[SUPPLIED RECORDS — start]

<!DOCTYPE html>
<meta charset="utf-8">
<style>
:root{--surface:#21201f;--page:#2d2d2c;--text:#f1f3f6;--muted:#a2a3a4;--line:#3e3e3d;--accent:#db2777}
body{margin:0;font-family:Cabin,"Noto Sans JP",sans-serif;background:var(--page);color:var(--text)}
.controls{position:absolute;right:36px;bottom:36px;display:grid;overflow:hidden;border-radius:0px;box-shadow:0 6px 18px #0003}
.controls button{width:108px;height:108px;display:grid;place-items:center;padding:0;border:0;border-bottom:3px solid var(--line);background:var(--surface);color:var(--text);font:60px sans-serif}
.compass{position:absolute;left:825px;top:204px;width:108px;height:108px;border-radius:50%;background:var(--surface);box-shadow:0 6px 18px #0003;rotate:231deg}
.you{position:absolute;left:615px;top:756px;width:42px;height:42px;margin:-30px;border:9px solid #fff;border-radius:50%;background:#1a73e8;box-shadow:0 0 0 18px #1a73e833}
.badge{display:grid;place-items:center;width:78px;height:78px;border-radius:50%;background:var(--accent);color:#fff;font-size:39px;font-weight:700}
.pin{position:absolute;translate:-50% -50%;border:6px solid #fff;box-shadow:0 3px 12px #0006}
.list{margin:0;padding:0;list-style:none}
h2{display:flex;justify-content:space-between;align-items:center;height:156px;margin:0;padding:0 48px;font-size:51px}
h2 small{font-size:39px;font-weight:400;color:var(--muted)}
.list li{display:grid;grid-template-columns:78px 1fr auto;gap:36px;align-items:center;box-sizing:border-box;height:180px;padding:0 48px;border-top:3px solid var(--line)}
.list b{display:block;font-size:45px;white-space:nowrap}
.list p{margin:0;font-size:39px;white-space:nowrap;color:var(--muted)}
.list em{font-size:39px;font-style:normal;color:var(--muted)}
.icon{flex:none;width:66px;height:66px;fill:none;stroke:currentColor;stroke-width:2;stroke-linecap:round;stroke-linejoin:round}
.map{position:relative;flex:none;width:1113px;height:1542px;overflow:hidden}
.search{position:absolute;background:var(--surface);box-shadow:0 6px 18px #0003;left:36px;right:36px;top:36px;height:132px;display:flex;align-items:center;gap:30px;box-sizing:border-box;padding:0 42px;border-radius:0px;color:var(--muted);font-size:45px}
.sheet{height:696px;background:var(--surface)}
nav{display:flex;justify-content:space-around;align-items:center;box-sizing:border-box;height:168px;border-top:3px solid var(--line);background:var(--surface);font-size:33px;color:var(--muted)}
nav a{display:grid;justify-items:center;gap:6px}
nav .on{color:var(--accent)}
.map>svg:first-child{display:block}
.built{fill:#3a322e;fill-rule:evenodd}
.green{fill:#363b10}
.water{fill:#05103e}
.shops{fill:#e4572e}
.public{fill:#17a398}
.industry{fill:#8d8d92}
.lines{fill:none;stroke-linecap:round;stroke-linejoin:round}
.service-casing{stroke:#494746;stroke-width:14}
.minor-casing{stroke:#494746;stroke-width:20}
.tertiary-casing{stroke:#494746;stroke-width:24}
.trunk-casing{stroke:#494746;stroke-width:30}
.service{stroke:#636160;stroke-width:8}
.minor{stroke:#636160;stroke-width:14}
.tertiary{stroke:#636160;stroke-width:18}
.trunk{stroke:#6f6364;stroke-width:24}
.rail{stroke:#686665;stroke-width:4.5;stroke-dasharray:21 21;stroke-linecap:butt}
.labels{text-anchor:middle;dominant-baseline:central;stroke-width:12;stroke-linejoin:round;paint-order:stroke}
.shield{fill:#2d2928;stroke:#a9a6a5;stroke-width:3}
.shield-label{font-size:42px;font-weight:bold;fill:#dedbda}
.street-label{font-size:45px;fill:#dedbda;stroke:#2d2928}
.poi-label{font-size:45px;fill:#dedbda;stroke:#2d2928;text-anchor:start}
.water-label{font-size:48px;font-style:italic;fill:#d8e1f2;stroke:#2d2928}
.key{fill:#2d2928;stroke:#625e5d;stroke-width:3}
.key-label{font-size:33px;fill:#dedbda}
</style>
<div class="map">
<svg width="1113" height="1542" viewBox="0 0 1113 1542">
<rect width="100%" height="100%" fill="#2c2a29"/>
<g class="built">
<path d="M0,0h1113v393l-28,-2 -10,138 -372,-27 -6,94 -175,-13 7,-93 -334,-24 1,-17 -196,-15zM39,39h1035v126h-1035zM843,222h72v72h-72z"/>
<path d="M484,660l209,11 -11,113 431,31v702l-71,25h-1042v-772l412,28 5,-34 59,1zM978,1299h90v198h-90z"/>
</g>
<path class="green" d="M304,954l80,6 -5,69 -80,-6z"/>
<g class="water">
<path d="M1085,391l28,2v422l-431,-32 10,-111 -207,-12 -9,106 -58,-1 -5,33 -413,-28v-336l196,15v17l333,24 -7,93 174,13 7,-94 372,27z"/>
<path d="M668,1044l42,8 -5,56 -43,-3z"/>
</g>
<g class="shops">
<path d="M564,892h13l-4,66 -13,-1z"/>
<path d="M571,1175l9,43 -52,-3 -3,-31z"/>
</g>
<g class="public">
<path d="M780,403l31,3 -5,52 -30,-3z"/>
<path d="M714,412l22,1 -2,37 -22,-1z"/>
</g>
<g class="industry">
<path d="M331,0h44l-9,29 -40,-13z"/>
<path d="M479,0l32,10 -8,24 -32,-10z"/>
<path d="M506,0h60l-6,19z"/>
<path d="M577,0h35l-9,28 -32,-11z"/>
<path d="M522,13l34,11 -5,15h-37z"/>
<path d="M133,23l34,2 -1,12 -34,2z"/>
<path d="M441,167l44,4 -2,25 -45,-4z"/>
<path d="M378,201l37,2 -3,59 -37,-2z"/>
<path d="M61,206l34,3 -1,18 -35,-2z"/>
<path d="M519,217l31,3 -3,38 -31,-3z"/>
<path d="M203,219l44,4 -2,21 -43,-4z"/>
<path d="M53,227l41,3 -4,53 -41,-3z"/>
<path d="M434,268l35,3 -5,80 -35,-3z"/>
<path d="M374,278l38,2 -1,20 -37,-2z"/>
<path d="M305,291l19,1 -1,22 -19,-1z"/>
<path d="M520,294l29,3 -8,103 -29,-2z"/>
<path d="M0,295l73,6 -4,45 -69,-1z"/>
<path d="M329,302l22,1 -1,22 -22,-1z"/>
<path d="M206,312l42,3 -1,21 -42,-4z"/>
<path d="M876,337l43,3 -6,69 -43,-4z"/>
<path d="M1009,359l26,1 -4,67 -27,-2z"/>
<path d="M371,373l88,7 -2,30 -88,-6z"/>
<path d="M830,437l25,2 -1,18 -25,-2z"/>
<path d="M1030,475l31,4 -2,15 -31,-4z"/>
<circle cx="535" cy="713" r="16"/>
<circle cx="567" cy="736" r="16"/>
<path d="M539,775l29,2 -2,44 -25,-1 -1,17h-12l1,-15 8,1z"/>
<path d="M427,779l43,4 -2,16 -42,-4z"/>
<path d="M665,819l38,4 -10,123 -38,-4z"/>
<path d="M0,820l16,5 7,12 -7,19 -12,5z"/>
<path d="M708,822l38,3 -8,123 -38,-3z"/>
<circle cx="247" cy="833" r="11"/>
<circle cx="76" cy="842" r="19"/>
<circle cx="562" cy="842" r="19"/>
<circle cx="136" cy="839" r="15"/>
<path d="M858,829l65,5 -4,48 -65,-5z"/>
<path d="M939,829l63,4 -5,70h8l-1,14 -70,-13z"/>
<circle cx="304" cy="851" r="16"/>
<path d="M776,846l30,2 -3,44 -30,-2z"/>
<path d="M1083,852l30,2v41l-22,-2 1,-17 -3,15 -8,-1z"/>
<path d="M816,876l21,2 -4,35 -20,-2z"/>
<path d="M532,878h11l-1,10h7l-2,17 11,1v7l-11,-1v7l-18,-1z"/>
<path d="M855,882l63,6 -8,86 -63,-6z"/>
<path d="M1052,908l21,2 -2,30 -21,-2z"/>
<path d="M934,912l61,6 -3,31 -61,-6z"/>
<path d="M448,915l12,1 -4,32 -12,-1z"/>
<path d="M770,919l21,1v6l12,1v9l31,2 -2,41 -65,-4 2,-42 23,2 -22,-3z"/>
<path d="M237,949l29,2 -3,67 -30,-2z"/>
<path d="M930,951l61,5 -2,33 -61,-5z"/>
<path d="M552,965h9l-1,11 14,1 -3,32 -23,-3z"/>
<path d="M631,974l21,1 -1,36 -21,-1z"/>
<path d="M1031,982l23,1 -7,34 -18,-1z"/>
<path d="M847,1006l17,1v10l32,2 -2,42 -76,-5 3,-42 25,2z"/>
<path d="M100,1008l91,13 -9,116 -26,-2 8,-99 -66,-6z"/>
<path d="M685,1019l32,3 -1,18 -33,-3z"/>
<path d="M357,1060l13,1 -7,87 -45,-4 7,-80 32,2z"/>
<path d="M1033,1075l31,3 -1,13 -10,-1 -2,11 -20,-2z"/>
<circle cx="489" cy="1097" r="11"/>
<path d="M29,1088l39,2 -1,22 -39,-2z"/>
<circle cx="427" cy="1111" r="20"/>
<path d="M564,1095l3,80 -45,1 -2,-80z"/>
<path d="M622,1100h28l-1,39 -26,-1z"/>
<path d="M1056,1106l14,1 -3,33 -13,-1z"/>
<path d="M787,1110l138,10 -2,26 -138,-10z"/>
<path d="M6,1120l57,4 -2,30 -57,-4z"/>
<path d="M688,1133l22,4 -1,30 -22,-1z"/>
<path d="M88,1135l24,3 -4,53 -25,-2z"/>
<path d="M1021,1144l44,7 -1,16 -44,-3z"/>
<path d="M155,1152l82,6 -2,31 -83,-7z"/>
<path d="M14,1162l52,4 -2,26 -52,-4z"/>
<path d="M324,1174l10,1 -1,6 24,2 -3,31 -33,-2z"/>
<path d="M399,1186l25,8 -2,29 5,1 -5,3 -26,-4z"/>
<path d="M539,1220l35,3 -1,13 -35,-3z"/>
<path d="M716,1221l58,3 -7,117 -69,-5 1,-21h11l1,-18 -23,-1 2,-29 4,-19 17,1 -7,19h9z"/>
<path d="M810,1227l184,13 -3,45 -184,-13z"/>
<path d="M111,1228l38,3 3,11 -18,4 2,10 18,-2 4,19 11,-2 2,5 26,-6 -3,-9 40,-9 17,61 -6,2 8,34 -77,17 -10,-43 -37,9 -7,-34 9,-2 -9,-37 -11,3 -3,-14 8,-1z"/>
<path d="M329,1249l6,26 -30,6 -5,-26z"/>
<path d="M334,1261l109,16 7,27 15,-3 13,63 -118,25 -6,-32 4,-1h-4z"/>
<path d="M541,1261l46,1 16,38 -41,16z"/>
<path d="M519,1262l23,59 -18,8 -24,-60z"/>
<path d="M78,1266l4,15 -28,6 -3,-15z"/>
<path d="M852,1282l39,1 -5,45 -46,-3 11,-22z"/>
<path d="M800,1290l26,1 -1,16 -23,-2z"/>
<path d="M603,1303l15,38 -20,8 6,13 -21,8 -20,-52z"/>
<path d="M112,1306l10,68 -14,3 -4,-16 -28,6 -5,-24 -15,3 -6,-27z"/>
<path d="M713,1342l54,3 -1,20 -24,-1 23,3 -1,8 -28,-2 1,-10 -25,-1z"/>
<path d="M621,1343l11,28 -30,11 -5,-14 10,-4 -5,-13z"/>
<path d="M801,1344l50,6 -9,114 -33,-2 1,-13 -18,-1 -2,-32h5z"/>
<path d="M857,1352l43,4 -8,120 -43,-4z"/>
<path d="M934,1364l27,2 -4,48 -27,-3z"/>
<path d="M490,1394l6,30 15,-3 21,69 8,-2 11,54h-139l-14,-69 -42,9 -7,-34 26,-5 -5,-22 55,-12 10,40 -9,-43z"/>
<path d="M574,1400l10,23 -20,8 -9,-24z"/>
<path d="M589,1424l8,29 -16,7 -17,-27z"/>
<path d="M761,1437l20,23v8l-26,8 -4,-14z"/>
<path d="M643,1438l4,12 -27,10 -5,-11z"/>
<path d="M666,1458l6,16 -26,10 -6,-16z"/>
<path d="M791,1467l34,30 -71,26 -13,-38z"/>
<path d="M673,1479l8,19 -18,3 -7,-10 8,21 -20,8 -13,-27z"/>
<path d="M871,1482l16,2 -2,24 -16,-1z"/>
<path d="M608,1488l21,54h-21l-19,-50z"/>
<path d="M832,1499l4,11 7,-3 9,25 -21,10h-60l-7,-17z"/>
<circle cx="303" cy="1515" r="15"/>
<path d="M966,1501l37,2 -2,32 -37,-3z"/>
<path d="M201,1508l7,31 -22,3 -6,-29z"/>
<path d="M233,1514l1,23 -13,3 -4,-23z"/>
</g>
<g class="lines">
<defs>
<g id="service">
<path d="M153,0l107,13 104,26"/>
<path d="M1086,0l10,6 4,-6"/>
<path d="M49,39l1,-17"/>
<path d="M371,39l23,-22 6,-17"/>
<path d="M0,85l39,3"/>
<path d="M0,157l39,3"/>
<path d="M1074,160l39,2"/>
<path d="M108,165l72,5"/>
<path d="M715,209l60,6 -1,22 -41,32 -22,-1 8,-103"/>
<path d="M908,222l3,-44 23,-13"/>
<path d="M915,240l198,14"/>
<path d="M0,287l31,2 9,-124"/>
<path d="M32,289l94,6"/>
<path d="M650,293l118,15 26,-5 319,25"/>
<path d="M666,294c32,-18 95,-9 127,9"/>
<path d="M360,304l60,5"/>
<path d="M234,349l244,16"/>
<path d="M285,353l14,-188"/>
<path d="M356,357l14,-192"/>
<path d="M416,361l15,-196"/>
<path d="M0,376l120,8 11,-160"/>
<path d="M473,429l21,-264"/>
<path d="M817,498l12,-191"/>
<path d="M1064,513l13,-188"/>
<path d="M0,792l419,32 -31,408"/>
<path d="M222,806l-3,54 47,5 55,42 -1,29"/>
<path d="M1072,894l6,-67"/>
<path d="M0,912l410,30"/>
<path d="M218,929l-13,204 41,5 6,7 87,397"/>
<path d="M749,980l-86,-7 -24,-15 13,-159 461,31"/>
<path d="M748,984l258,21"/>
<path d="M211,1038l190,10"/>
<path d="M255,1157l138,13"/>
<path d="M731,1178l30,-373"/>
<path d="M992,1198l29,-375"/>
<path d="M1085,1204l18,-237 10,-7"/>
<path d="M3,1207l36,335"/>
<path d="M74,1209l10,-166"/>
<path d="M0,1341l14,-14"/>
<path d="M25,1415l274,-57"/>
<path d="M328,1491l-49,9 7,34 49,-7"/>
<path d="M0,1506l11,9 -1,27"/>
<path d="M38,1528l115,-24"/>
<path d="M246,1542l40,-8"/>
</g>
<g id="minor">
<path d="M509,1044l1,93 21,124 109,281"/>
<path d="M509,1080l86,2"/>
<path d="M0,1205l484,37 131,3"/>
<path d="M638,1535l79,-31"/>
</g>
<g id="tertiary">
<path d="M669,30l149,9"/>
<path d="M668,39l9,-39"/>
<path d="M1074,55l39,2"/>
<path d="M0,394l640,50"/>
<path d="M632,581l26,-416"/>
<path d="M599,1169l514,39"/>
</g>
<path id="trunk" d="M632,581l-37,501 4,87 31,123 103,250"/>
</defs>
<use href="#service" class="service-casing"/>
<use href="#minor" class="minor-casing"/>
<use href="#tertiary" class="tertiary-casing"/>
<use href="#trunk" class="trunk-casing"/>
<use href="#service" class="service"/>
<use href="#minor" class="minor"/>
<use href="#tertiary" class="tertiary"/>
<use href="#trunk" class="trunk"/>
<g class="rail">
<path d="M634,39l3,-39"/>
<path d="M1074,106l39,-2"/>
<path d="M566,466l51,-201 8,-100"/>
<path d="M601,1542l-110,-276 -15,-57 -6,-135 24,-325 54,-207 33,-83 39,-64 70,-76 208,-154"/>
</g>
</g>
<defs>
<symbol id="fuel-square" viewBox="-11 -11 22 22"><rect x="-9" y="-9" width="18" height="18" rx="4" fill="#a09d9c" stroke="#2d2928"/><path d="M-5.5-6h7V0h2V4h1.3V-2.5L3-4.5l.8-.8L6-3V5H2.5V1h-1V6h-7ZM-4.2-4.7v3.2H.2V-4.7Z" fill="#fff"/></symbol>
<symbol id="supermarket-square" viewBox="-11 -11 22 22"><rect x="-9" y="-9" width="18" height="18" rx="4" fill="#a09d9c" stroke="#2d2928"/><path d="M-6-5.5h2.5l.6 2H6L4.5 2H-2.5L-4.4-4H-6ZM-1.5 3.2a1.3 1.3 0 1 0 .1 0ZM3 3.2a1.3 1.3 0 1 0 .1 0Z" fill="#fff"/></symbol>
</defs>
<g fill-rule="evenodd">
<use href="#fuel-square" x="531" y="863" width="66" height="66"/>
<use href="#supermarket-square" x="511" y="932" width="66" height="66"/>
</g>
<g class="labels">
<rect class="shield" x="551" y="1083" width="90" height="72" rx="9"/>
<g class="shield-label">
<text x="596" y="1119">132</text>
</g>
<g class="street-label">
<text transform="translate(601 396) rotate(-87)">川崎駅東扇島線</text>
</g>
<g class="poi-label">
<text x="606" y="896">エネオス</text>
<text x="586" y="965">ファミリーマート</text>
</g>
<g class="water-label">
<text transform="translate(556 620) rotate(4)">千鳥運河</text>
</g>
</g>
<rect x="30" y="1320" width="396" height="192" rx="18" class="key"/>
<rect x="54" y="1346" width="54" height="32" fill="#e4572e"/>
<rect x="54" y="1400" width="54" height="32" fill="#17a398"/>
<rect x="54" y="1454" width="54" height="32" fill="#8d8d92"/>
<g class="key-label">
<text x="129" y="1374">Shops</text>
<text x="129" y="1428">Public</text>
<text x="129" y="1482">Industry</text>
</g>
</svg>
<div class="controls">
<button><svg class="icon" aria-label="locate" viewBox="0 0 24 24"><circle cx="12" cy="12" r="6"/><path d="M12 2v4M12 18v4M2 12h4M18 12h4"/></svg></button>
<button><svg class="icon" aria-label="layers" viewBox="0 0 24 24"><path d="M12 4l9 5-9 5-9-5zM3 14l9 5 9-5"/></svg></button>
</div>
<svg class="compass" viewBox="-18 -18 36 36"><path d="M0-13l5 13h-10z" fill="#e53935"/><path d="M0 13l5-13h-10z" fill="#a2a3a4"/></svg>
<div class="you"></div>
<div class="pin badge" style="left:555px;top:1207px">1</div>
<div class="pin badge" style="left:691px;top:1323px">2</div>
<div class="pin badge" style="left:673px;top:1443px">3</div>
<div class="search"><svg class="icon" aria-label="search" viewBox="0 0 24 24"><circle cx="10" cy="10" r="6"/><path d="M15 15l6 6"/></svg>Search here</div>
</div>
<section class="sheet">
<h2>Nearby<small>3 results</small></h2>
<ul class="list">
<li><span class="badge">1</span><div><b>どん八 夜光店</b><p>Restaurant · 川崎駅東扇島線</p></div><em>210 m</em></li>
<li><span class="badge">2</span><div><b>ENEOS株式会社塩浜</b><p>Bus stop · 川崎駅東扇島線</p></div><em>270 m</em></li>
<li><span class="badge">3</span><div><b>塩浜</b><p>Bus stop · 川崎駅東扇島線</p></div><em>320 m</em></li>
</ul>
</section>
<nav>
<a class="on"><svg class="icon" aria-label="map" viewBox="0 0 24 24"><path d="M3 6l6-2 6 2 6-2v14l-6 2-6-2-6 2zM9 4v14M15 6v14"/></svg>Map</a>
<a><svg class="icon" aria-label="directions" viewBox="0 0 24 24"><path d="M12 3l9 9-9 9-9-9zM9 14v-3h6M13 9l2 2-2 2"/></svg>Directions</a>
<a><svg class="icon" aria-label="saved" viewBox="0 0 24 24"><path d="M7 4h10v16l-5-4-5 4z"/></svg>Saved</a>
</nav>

[SUPPLIED RECORDS — finish]

*YOUR INSTRUCTIONS:* The expected answer is every line above in which the word "accent" appears.

*REPLY:*
:root{--surface:#21201f;--page:#2d2d2c;--text:#f1f3f6;--muted:#a2a3a4;--line:#3e3e3d;--accent:#db2777}
.badge{display:grid;place-items:center;width:78px;height:78px;border-radius:50%;background:var(--accent);color:#fff;font-size:39px;font-weight:700}
nav .on{color:var(--accent)}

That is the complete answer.